Just when all seemed lost, when all hope from this bizarre season seemed gone, along came Fernando Valenzuela, pushing rewind on his career, and fast forward into the Orioles' hearts.
The Toronto Blue Jays hadn't been shut out this season, but along came Roland Hemond's favorite relic last night, escaping a bases-loaded, none-out jam in the second, then bringing the crowd back to its feet in the ninth.
Fernando shuts out Toronto.
Maybe the dinosaurs really are coming back.
Oh, how everything looks different now. That ninth-inning collapse Tuesday night, the one that left manager Johnny Oates sitting for hours in his kitchen in the dark? Just a blip on a glorious 6-3 homestand, nothing more.
"I'm OK now," Oates said after last night's 6-0 victory, bleary-eyed but smiling. "I'm OK."
Of course, he is. Valenzuela looked ready for retirement after lasting only 3 1/3 innings against the New York Yankees last Friday night. The fans showered him with boos, but suddenly all is forgiven. For Valenzuela. For Oates. For everyone.
For heaven's sake: Valenzuela is now tied with 12 others for the major-league lead in shutouts. His previous one was a rain-shortened, eight-inning effort against Cleveland on May 18. Last night's was the 31st of his career.

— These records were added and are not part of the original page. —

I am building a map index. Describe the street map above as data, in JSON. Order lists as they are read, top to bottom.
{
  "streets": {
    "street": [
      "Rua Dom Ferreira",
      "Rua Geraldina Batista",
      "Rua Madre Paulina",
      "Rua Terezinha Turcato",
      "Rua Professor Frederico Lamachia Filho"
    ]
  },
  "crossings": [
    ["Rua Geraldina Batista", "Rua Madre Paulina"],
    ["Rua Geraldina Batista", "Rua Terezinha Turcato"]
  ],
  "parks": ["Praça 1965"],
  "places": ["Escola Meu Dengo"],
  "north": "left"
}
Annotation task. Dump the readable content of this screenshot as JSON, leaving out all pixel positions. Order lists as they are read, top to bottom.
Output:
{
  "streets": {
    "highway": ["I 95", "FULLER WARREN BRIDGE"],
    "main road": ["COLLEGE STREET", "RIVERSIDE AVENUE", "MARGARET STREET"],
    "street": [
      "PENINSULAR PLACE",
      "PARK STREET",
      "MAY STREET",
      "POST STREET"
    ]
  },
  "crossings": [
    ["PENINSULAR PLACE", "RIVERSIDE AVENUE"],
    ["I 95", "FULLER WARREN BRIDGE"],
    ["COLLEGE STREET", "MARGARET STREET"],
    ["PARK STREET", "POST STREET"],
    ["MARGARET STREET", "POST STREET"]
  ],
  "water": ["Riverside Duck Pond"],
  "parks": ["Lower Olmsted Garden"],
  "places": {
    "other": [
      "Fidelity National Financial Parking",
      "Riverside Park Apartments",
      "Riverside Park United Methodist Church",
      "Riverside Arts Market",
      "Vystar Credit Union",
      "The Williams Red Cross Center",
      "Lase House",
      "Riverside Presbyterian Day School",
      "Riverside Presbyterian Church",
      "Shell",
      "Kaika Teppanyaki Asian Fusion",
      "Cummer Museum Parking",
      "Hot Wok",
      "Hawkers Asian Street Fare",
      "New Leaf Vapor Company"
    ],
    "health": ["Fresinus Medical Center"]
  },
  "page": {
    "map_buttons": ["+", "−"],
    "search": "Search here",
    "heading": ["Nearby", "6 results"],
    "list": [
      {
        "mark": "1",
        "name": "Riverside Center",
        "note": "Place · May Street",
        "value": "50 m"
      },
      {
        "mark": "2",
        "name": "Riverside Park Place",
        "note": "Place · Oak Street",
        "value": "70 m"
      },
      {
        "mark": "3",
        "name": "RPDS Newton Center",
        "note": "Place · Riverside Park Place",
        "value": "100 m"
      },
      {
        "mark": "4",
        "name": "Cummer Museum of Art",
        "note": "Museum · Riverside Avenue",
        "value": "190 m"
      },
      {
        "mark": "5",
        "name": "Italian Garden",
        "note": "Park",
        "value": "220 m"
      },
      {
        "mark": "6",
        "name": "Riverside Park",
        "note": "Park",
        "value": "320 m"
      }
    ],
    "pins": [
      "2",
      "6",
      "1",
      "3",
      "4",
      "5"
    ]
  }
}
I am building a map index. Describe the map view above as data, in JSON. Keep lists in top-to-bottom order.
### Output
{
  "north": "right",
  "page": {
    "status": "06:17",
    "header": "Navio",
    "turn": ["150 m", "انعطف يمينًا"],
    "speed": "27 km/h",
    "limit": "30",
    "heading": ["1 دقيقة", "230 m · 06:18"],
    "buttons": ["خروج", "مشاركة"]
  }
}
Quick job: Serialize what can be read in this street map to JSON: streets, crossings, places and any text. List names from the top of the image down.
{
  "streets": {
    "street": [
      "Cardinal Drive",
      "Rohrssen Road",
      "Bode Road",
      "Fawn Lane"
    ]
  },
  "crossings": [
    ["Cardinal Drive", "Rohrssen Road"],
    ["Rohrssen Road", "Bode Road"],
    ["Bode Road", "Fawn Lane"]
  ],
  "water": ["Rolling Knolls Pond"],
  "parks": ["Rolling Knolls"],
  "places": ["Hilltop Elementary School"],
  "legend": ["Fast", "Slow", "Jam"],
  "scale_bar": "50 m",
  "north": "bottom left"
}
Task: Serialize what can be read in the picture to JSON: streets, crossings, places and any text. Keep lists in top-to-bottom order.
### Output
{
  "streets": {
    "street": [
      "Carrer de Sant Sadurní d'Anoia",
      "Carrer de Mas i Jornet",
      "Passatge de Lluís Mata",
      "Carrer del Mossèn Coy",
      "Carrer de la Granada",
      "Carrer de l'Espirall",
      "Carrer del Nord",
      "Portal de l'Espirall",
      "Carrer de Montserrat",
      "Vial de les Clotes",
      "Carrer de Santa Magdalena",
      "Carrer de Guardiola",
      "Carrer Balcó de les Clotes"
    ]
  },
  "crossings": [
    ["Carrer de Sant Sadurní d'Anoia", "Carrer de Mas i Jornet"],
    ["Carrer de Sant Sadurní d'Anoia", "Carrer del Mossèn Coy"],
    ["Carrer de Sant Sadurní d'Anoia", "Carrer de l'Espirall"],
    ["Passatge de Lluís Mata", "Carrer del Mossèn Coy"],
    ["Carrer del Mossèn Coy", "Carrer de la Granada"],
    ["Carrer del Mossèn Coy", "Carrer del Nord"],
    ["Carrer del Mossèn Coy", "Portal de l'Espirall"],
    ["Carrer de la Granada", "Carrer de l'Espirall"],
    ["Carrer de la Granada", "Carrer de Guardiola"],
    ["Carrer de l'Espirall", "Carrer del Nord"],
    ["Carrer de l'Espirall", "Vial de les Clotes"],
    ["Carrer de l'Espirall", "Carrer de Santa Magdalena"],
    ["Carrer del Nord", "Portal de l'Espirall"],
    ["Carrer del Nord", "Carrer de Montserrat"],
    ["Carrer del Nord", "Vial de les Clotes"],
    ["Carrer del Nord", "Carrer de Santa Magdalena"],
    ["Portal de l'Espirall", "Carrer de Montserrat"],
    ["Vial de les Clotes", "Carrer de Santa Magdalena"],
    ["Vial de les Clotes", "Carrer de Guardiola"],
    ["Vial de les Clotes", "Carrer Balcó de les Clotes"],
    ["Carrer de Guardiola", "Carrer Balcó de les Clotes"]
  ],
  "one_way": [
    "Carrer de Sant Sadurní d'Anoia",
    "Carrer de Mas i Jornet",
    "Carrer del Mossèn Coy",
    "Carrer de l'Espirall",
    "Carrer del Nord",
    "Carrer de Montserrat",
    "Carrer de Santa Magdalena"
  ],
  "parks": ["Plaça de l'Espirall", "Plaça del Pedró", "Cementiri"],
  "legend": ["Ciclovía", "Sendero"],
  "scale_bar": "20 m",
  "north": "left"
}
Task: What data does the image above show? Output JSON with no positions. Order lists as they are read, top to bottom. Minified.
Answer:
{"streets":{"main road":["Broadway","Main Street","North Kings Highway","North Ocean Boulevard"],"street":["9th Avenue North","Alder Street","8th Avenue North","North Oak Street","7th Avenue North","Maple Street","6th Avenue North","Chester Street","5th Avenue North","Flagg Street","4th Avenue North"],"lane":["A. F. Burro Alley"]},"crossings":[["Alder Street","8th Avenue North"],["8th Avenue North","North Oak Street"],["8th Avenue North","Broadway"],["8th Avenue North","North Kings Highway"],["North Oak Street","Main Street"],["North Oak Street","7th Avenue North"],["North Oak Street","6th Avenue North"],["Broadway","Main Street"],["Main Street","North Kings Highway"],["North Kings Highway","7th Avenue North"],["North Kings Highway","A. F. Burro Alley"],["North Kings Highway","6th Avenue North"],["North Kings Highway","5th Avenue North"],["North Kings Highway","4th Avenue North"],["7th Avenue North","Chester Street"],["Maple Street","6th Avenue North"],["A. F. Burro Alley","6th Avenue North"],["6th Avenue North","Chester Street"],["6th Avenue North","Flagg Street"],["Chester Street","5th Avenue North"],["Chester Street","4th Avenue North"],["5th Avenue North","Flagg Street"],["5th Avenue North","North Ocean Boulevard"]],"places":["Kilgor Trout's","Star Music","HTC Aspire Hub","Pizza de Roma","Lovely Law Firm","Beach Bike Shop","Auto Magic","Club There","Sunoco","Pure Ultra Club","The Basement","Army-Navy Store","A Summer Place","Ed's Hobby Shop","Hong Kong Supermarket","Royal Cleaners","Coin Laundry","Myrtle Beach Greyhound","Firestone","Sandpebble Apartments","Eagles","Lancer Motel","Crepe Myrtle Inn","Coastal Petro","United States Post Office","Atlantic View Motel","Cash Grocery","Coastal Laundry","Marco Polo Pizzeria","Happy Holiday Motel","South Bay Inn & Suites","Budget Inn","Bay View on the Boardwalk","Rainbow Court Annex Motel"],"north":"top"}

What happened Tuesday night?
Just ask Oates, who freely admitted yesterday that he blundered trying to protect a 1-0 lead, waiting too long to use Gregg Olson, the best reliever in club history, enjoying the best month of his career.
Indeed, Oates conceded the ninth inning of the 2-1 loss was so full of questionable strategy, "it should give the talk shows something to go on for a week" -- not that they need any additional fodder.
After such a crushing defeat, it seemed highly unlikely the Orioles would rally behind a pitcher who hadn't won since June 2, a pitcher with a 4.79 ERA, a pitcher who seemed on the verge of getting released.
Yet, that's exactly what happened, with Valenzuela allowing only six hits and walking none. It was his first nine-inning shutout since his no-hitter against St. Louis on June 29, 1990, almost three years ago to the day.
Dave Stewart, Valenzuela's opponent last night, pitched a no-hitter that same day. The two were Los Angeles Dodgers teammates in the early 1980s. What else could Stewart do last night but stand back and admire?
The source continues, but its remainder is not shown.